All three are lovely examples of engineering, and the overall impression from enthusiasts is that these timepieces spark joy, with the standout being the DEFY Revival A3648 ($7,700). Superficially a carbon copy of a 1969 model that was one of Zenith’s first dive watches, the DEFY Revival A3648 is perhaps the most fun dive watch of 2024.
 

However, while these launches were in the pipeline before de Clerck’s appointment, connecting them to collectors fell under his purview. So, he had the brand lean into the historical angle because “we know that heritage is a deciding factor of the desirability of the pieces,” de Clerck explained

Along that same vein, one of the greatest privileges of his new position has been learning about Zenith’s history, which goes well beyond the famous hidden El Primero story. In fact, in the brand’s Le Locle headquarters, de Clerck told us that “there’s a mile of archives.”
 

When discussing it, you can hear in his voice that he’s been having fun exploring the minutiae of Zenith’s timeline. He even discovered a hidden water spring on the HQ’s campus.
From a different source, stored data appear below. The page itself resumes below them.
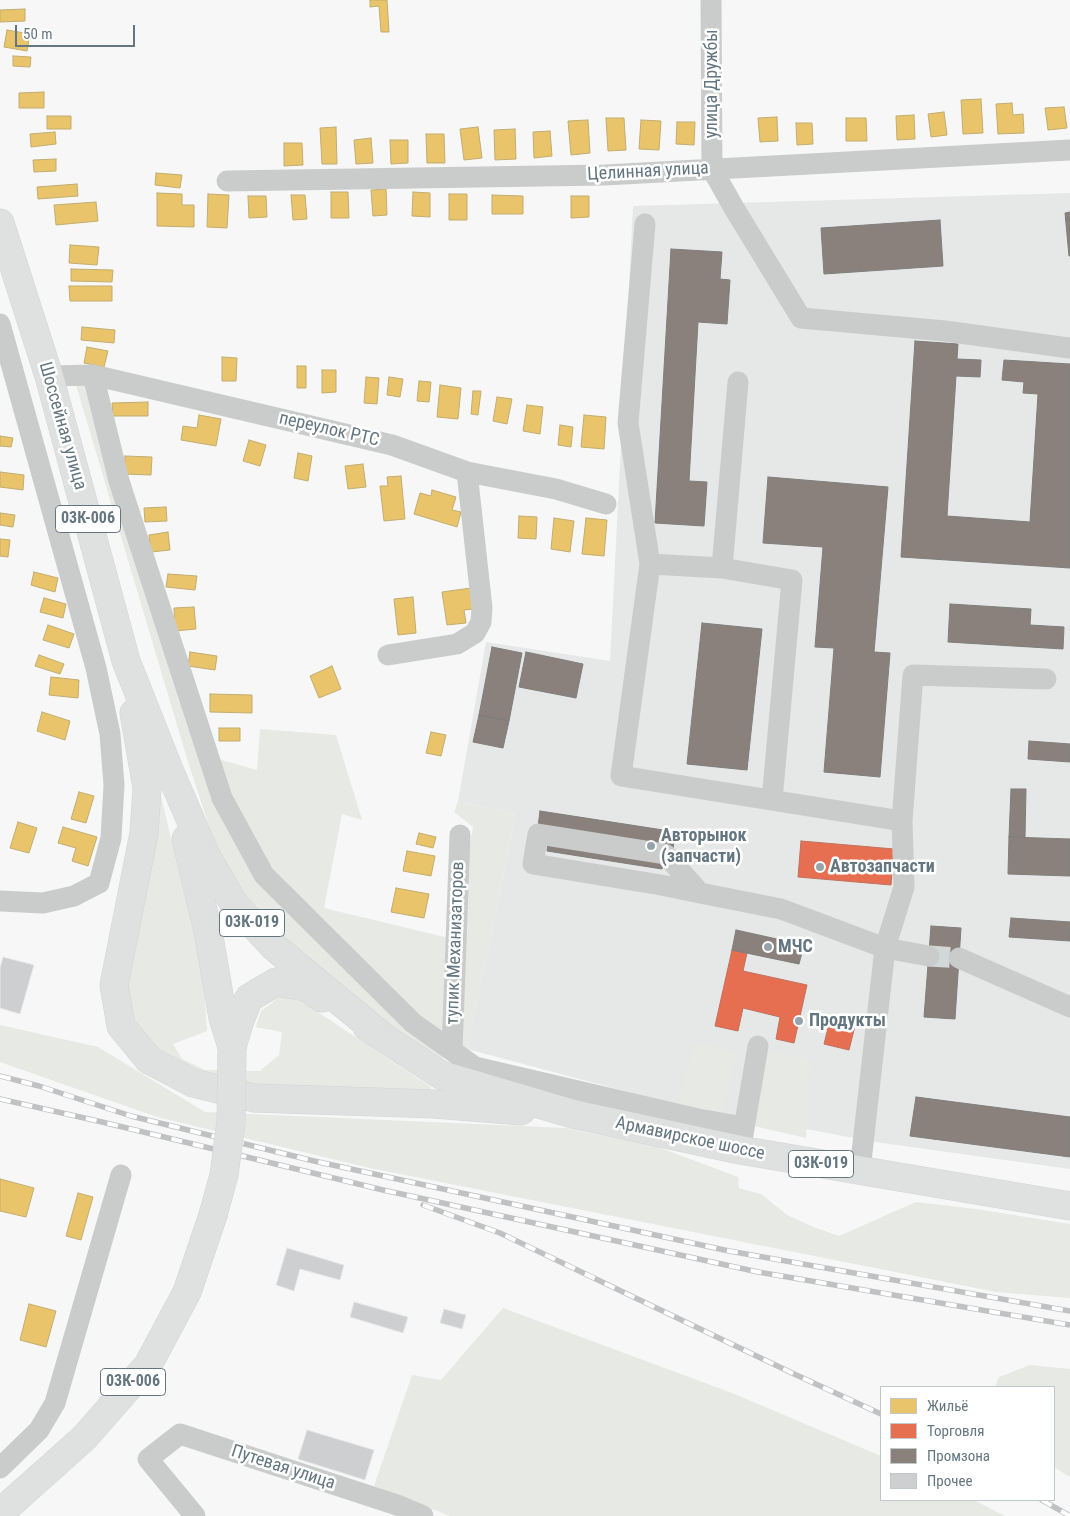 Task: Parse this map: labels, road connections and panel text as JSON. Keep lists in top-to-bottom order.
{
  "streets": {
    "main road": [
      "Шоссейная улица",
      "03К-006",
      "03К-019",
      "Армавирское шоссе"
    ],
    "street": [
      "улица Дружбы",
      "Целинная улица",
      "переулок РТС",
      "тупик Механизаторов",
      "Путевая улица"
    ]
  },
  "crossings": [
    ["улица Дружбы", "Целинная улица"],
    ["Шоссейная улица", "переулок РТС"],
    ["Шоссейная улица", "03К-006"],
    ["Шоссейная улица", "03К-019"],
    ["03К-006", "03К-019"],
    ["03К-019", "Армавирское шоссе"]
  ],
  "places": [
    "Авторынок (запчасти)",
    "Автозапчасти",
    "МЧС",
    "Продукты"
  ],
  "legend": [
    "Жильё",
    "Торговля",
    "Промзона",
    "Прочее"
  ],
  "scale_bar": "50 m"
}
However, while the brand’s backstory adds to the new launches’ credibility, de Clerck wanted to make it clear that the brand isn’t copying the past blindly. To do this, he cited the brand’s Revival watches, which focus on using heritage design with modern improvements.
 

With the DEFY Revival A3648, for example, a set of engineers came in very early in the design process to ensure that the look of the watch would not compromise the modern mechanism.

Small World

Throughout our conversation, de Clerck emphasized the importance of consistency and continuity. That means making the brand better, not necessarily bigger: “Zenith is for people in the know,” the CEO said. “[Because] collectors play an important role in the brand’s story.”
 

Thus, Zenith communicates with a variety of collectors to suss out demand not just for historic products but also for new editions. “The customer has evolved more – they want authenticity,” de Clerck added.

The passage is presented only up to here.